Listener Coredumps on heavy load system | ora-solutions.net - Martin Decker
November 10, 2008 4:21 pm

[…] After contacting Oracle Support with this stack, they confirmed it to be Bug #6752308 which was closed as Duplicate of Bug 6139856. There is patch for 10.2.0.3 available and they also recommend to implement hugepages. By the way, there is an interesting article on the effect of utilizing – or not utilizing – hugepage… […]

Reply

What you have found is that badly tuned VM system can cause trouble. Your solution was to exempt large part of the system
memory from the paging system. Of course, there is a price to
pay for that, too. You have to turn off dynamic SGA sizing, very convenient feature in 10.2. In other words, you need to
set up shared pool, buffer cache, large pool and java pool and get it right based on the rules of thumb. I have tested
huge pages and found out that there is not much difference with the VM parameters set right. In other words, hugepages setup is a crutch and you pay a high price for using that crutch. I prefer doing things the right way and that is to correctly set up the paging parameters.
Kindest regards,
Mladen Gogala

Reply
Polarski Bernard
November 12, 2008 2:51 am

Thanks for all to share this invaluable experience.

Reply
Riyaj Shamsudeen
November 12, 2008 11:06 am

Hi Mladen
Thanks for reading our blog.
I am afraid that there is some form of nomenclature issues here. dynamic_sga is a term associated with 9i. You probably are referring to ASMM (Automatic Shared Memory Management) or VLM. Are you saying that use of hugepages will exclude use of ASMM? I doubt that.
So, VLM [ _use_indirect_buffers] is what’s in question. Well, in a 64 bit software, there is no need for indirect buffers. In a 32 bit environment, I guess, it needs to be carefully considered: Effect of SGA size increase vs effect of excessive scanning for free pages. Either way, I am biased against indirect buffers due to its overhead.

But, specifically,
1. How would you control paging daemons from scanning 10GB SGA pages, looking for free memory?
2. How would you reduce size of paging tables using just vm setup?

Cheers
Riyaj

Reply

I’m just curious, i’ve systems with linux kernel 2.6 and SGA between 4 and 10 GB with RAM installed between 7 and 12 GB by i’ve never seen such behaviour. What does it mean PageTables: 5007924 kB ?
On my systems i’ve never seen such an increase in memory free, why?

Reply

Riyaj, your blog is great and I read it on the regular basis. Let me answer your questions:
1) ASMM and HugePages are mutually exclusive, at least in Oracle10g. Look at the ML note 317141.1 which explicitly asks you to remove SGA_TARGET. And yes, I am a bit old, my nomenclature is from 9i. I do prefer descriptive names like “dynamic SGA management” to the alphabet soup like “ASMM”.
2) There is no scanning of 10GB or memory. System is scanning page tables, not pages themselves. Page tables are 4096 times smaller. The scanning, however, is not a problem. If you leave enough free memory, searching for free memory will not be a problem. In particular, setting vm.min_free_kbytes to 1048576 would make sure that the system will always maintain 1GB of free memory. Also, setting vm.overcommit to 1 would eliminate the need for checking swap every time the memory is allocated. The page cluster should be set to 5, to enable fast writing where possible. Also, you should turn off that pesky swappiness as it would devour resources needlessly.
Kindest regards,
Mladen Gogala

Reply

Hi,

Just curious, how will increasing vm.min_free_kbytes make any difference? Let’s say I set this to 5% of my memory, won’t the kernel still scan PageTables when memory usage hits 95%?
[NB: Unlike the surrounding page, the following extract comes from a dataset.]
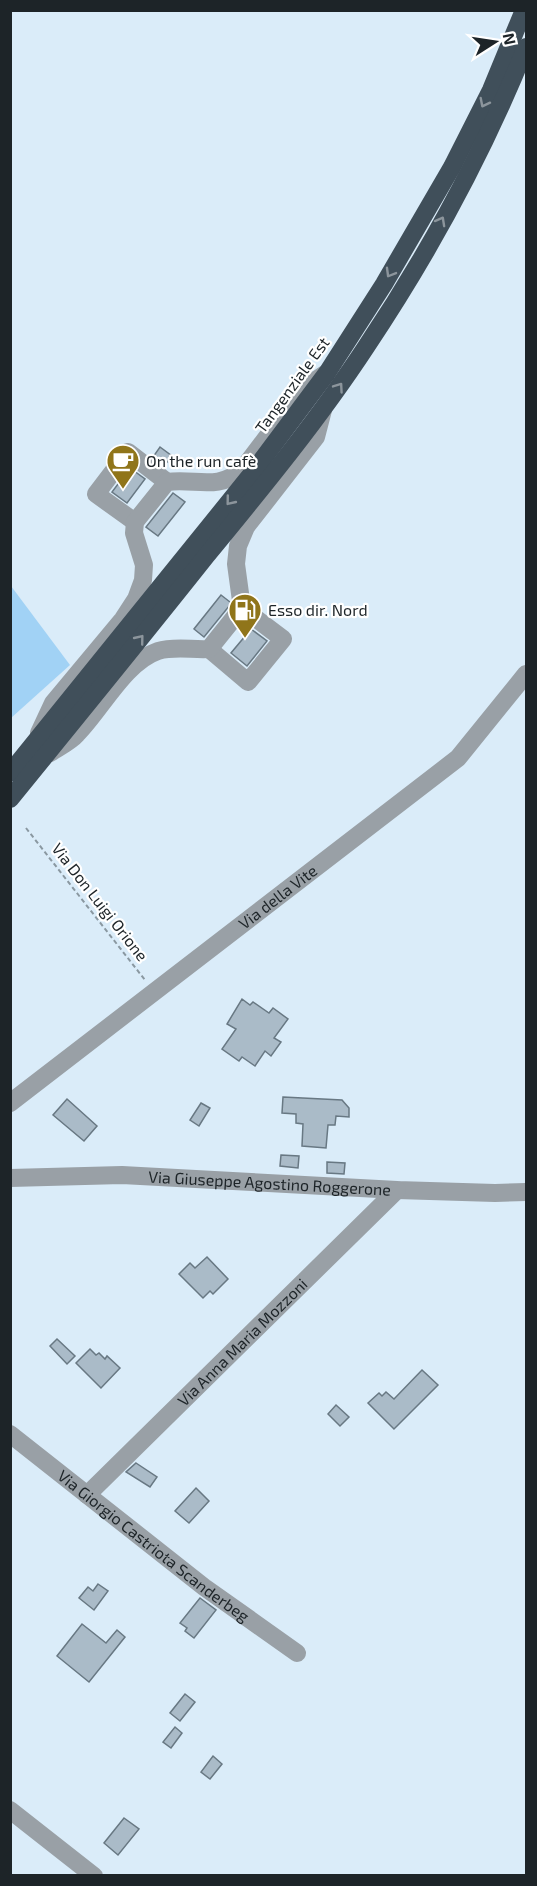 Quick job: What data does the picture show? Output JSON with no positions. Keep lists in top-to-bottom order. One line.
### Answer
{"streets":{"highway":["Tangenziale Est"],"street":["Via della Vite","Via Giuseppe Agostino Roggerone","Via Anna Maria Mozzoni","Via Giorgio Castriota Scanderbeg"],"path":["Via Don Luigi Orione"]},"crossings":[["Via della Vite","Via Don Luigi Orione"],["Via Giuseppe Agostino Roggerone","Via Anna Maria Mozzoni"],["Via Anna Maria Mozzoni","Via Giorgio Castriota Scanderbeg"]],"places":{"cafe":["On the run cafè"],"fuel station":["Esso dir. Nord"]},"north":"right"} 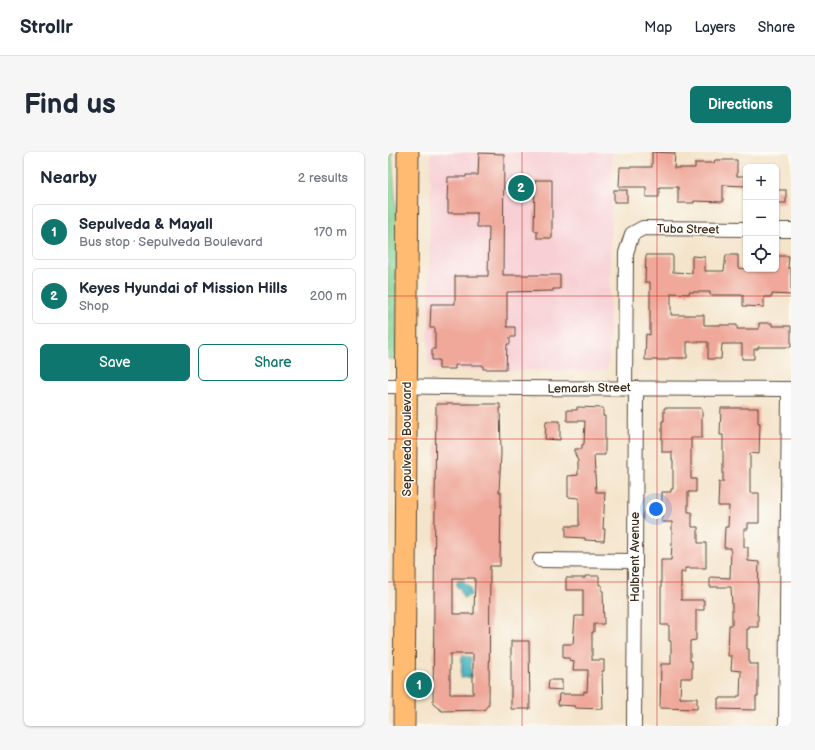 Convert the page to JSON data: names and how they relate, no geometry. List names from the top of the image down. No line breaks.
{"streets":{"main road":["Sepulveda Boulevard"],"street":["Tuba Street","Lemarsh Street","Halbrent Avenue"]},"crossings":[["Tuba Street","Halbrent Avenue"],["Lemarsh Street","Sepulveda Boulevard"],["Lemarsh Street","Halbrent Avenue"]],"page":{"header":"Strollr","nav":["Map","Layers","Share"],"buttons":["Directions",["Save","Share"]],"title":"Find us","heading":["Nearby","2 results"],"map_buttons":["+","−"],"pins":["2","1"],"list":[{"mark":"1","name":"Sepulveda & Mayall","note":"Bus stop · Sepulveda Boulevard","value":"170 m"},{"mark":"2","name":"Keyes Hyundai of Mission Hills","note":"Shop","value":"200 m"}]}} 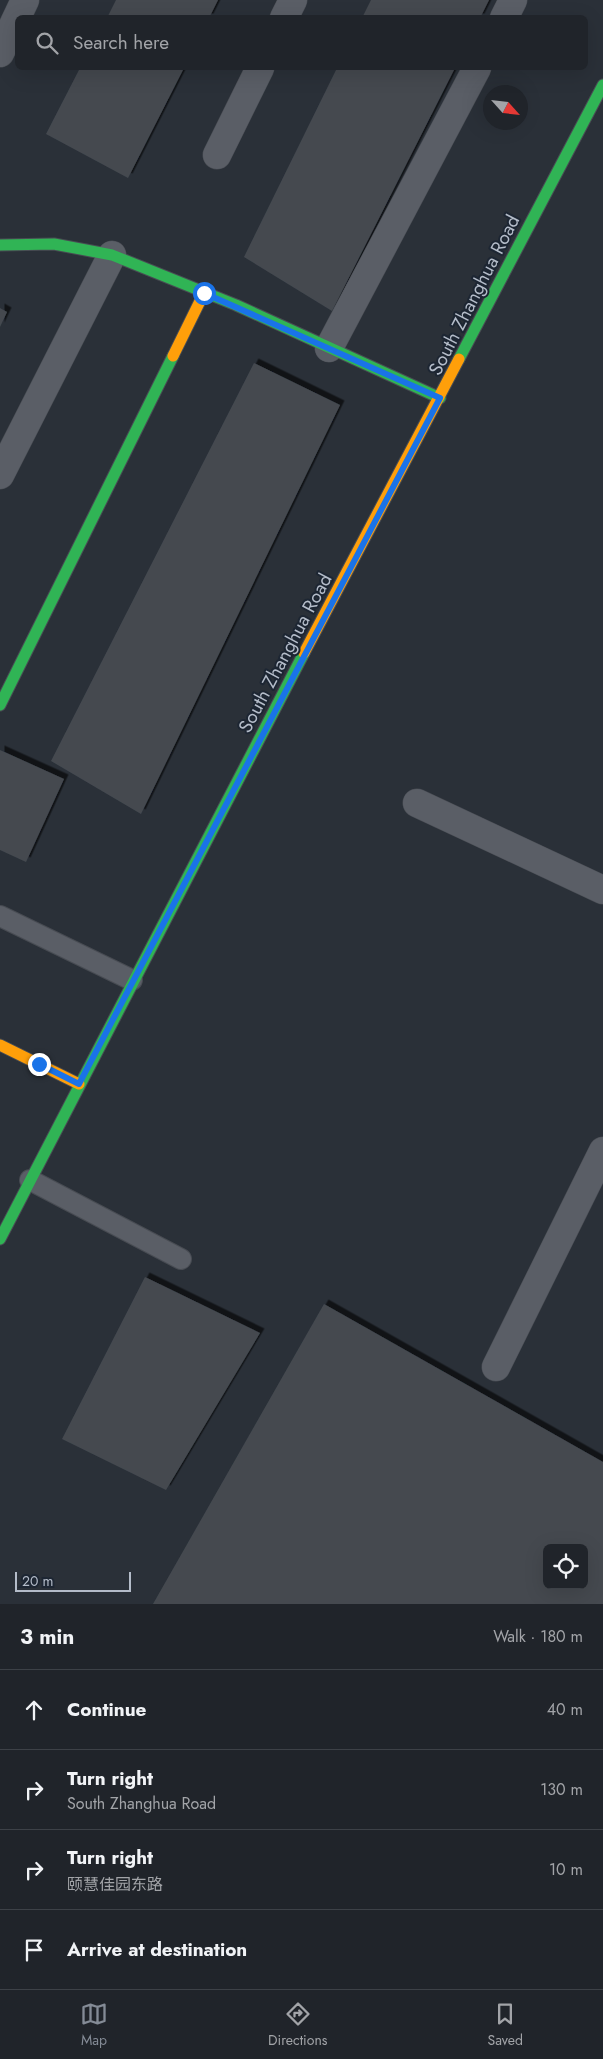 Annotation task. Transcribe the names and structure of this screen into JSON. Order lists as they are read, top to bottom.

We’re experiencing an issue similar to this, where whenever a system releases a large amount of PageTables (1-2gig’s worth), we see a sharp spike in System CPU. Is there anything we can do to prevent this, or is hugepages the only option?

Reply

I am curious too, from what i read, this is kind of related to Linux kernel page cache implementation, it’s also may be affected by numa if it’s enabled.

I really want to see a more detailed example about vm tuning from Mladen.

Reply
Log Buffer #123: a Carnival of the Vanities for DBAs
November 14, 2008 12:54 pm

[…] on the Pythian Group Blog, Riyaj Shamsudeen contributed an item on performance tuning with HugePages in Linux, showing again the real advantages of knowing your way around the host […]

Reply
Riyaj Shamsudeen
November 17, 2008 12:21 pm

Hi Mladen

Thanks for your kind words.

1. I just tested it out in my linux server running 2.6 kernel. ASMM uses hugepages, as long as, available hugepages is greater than sga_max_size. ML note you referred is for 32 bit+use_indirect_buffers and Of course, use_indirect_buffers will not work with hugepages. But, ASMM itself works fine with hugepages.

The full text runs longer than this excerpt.